*Task to carry out*:
Select the lines below containing the word "Write".

*Record set*:
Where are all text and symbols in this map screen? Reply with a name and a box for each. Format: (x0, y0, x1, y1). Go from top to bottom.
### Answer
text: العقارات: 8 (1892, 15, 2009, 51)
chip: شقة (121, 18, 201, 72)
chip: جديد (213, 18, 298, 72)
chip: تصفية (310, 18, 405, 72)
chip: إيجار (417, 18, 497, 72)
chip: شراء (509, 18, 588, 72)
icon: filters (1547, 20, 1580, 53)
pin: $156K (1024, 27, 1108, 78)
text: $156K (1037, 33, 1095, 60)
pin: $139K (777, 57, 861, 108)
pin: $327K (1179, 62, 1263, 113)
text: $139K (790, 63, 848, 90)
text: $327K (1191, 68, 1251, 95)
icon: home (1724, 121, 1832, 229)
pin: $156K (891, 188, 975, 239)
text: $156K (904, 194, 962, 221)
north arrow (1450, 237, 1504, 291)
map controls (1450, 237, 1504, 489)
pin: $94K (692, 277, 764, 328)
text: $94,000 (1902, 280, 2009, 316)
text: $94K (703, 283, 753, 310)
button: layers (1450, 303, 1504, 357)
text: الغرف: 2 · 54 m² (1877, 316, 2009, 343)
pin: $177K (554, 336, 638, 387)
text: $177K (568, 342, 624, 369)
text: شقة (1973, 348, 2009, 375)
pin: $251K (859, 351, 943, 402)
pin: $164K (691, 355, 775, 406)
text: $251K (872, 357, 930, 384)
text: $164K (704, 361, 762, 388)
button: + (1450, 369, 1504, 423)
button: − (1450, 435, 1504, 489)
==
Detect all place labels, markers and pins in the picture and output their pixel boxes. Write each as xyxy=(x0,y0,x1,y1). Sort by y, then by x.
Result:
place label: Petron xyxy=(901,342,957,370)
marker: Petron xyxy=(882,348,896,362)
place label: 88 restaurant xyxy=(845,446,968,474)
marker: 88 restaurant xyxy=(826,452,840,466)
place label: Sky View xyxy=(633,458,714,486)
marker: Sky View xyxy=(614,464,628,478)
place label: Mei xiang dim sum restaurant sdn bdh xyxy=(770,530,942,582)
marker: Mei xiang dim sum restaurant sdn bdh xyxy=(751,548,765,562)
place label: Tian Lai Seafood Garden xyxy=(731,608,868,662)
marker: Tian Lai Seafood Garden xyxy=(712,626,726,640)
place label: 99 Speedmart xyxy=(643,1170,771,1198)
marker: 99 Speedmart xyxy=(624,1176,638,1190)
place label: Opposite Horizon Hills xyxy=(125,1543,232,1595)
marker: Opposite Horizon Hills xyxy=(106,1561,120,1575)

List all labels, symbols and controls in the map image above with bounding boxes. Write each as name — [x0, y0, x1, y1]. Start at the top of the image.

*Problem solution*:
Detect all place labels, markers and pins in the picture and output their pixel boxes. Write each as xyxy=(x0,y0,x1,y1). Sort by y, then by x.
List all labels, symbols and controls in the map image above with bounding boxes. Write each as name — [x0, y0, x1, y1]. Start at the top of the image.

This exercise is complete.